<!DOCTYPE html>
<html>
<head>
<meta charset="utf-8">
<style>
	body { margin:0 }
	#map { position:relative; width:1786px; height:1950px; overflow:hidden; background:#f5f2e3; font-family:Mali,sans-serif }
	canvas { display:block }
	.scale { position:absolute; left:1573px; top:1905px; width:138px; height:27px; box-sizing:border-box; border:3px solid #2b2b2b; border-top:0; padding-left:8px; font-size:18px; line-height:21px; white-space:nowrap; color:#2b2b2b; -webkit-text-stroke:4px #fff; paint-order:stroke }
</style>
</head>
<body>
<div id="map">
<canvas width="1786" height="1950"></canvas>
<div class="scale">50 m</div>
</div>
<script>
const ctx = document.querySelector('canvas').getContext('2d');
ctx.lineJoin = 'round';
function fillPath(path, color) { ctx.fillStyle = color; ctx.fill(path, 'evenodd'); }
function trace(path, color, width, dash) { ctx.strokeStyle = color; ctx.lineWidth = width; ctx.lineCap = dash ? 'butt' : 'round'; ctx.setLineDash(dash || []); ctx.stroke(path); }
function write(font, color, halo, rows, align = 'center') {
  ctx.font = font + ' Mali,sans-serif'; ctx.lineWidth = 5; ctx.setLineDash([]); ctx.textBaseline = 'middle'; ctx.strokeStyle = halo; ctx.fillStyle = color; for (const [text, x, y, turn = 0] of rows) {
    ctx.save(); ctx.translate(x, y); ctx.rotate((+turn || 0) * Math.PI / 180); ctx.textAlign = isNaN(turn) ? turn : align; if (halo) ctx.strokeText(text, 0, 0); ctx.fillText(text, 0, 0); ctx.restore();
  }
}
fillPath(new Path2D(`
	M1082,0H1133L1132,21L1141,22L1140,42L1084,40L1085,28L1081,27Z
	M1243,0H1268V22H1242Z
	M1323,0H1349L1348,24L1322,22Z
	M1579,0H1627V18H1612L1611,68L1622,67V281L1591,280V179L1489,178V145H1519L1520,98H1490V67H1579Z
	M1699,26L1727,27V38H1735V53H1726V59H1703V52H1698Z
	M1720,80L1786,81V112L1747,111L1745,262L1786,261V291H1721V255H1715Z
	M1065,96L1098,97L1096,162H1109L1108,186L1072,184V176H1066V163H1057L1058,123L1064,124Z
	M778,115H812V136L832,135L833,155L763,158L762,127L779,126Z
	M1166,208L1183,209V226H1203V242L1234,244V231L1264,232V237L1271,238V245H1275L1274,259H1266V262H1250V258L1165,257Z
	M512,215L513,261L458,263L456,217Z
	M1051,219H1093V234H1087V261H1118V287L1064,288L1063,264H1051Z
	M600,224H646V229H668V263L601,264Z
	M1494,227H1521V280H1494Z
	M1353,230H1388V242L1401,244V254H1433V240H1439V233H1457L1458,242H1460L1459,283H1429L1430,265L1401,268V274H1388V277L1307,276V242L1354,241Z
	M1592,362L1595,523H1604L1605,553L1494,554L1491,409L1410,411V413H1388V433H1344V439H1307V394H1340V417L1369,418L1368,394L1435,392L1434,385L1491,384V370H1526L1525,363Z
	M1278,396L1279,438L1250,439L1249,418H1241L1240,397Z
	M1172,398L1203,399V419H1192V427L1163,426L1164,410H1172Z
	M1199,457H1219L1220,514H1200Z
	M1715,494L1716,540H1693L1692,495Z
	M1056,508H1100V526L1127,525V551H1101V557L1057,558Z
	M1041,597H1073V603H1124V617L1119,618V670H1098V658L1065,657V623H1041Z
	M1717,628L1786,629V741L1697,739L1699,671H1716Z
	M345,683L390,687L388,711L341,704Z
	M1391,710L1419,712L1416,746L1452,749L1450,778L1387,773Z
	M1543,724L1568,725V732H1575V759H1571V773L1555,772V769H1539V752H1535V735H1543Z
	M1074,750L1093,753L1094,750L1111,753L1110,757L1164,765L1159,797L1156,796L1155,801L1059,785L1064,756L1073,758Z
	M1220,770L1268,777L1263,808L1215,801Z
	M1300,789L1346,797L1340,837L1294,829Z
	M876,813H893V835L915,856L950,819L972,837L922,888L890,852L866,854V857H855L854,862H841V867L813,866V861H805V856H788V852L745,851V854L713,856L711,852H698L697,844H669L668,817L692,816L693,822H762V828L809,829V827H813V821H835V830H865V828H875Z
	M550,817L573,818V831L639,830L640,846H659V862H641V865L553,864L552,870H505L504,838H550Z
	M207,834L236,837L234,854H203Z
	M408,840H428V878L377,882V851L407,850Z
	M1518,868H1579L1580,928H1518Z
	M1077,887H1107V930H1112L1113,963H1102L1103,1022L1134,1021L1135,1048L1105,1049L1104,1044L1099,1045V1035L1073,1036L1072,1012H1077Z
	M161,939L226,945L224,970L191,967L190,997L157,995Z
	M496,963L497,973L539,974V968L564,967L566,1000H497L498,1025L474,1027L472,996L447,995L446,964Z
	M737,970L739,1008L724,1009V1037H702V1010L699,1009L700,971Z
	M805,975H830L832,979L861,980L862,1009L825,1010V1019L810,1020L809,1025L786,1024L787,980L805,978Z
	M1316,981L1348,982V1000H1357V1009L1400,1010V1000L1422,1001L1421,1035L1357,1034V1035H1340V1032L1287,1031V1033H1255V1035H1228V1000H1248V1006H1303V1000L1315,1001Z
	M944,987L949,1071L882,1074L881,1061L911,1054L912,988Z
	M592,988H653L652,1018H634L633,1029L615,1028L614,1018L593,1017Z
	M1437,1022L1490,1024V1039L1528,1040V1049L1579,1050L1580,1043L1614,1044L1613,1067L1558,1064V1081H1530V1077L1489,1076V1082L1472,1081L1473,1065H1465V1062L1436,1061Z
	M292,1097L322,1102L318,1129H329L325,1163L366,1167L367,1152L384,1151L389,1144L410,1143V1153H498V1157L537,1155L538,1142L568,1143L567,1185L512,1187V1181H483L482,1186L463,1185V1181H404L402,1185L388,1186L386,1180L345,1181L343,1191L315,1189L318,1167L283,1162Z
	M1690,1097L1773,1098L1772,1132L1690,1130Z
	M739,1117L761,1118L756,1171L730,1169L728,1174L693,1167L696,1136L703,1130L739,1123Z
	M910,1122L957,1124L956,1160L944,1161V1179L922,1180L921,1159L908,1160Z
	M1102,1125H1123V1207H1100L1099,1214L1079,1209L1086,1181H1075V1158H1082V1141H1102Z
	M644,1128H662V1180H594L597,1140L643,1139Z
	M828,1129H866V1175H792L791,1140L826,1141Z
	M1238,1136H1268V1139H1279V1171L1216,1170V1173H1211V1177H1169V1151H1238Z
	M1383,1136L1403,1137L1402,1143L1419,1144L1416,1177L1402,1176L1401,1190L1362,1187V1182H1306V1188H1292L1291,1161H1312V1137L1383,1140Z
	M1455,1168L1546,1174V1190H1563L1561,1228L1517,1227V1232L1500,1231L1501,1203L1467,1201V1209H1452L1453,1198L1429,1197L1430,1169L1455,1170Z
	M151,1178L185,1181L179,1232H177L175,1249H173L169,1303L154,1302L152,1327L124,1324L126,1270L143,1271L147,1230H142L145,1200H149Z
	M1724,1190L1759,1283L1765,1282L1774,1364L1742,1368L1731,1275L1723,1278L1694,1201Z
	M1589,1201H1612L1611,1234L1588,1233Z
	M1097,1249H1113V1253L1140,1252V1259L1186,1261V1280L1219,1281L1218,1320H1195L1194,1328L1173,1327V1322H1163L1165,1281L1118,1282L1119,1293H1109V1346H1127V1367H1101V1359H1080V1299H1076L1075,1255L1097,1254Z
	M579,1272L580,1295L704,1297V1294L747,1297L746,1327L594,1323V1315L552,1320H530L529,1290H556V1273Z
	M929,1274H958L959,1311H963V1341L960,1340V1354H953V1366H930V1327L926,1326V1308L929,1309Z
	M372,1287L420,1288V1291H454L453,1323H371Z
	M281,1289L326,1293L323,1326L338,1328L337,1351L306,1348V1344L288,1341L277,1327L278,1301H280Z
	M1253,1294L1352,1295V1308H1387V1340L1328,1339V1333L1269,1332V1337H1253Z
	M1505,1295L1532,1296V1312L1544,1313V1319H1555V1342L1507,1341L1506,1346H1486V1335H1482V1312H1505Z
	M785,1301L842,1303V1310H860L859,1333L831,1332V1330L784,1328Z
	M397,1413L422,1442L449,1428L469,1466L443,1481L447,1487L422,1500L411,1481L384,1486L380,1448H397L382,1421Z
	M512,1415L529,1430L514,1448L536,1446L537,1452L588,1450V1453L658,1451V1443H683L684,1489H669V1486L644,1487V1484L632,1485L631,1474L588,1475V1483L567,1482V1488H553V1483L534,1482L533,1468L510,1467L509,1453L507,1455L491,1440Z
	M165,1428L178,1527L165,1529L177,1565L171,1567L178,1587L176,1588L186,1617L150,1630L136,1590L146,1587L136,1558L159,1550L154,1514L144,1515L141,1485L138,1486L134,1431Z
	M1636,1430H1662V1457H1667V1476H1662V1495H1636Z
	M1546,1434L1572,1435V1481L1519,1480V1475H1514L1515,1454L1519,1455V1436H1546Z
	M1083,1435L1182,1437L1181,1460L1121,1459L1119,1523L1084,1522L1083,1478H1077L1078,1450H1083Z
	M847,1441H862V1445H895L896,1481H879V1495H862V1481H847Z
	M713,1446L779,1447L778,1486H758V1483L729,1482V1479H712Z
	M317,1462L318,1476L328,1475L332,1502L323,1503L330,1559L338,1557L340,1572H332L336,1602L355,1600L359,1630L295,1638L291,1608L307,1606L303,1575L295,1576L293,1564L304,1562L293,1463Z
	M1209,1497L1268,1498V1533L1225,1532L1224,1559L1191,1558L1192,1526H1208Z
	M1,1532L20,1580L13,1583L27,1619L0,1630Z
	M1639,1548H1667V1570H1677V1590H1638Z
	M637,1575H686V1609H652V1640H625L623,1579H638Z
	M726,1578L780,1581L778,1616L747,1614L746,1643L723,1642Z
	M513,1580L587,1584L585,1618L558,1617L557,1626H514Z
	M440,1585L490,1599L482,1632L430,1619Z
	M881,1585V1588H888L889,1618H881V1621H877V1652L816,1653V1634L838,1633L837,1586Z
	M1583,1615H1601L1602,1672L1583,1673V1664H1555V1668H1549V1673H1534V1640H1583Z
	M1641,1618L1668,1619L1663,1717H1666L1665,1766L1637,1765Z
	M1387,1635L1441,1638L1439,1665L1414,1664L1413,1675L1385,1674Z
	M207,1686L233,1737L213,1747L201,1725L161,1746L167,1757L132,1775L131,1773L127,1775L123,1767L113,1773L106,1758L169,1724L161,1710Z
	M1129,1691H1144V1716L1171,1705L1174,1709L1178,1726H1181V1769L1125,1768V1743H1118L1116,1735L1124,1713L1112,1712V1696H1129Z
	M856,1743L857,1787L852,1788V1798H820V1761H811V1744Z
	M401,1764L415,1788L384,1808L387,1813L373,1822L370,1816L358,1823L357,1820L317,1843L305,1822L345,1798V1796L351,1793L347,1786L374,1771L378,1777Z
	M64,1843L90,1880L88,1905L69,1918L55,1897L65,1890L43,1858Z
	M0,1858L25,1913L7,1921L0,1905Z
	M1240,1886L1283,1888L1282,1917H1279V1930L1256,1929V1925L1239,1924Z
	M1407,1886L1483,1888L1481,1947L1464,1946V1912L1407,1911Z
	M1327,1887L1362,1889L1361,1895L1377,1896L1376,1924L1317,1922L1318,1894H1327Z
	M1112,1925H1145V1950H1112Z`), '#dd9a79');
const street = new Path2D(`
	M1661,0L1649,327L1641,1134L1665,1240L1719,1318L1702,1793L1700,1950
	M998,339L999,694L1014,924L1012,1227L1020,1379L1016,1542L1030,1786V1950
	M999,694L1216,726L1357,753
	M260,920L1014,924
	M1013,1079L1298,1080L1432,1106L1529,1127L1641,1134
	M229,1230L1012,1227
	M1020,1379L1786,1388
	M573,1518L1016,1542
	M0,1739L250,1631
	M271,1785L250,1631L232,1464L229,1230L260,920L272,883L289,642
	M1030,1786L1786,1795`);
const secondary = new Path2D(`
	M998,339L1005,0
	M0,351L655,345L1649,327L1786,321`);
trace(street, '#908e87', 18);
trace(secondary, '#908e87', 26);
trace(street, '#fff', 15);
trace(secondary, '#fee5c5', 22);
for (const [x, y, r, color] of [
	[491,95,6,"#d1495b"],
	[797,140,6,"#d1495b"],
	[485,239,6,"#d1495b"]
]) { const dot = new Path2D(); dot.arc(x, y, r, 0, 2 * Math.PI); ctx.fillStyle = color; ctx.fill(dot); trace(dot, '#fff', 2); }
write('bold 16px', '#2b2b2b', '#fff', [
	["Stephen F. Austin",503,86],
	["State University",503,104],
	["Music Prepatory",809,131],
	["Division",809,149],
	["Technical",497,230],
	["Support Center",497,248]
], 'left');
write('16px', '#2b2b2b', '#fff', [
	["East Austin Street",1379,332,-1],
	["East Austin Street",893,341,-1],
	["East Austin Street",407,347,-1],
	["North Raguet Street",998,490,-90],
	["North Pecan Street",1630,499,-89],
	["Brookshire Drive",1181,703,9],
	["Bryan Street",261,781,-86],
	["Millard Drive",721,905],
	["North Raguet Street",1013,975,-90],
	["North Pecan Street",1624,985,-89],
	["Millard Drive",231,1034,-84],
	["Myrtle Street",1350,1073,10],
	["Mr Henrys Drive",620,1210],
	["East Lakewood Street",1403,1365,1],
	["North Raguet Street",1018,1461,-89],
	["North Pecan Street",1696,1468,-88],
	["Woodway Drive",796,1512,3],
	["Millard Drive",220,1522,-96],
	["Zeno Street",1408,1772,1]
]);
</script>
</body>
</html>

● **YOUR GOAL**
Whenever the string "Drive" turns up in a line of the data, copy that line.

● **REPLY**
	["Brookshire Drive",1181,703,9],
	["Millard Drive",721,905],
	["Millard Drive",231,1034,-84],
	["Mr Henrys Drive",620,1210],
	["Woodway Drive",796,1512,3],
	["Millard Drive",220,1522,-96],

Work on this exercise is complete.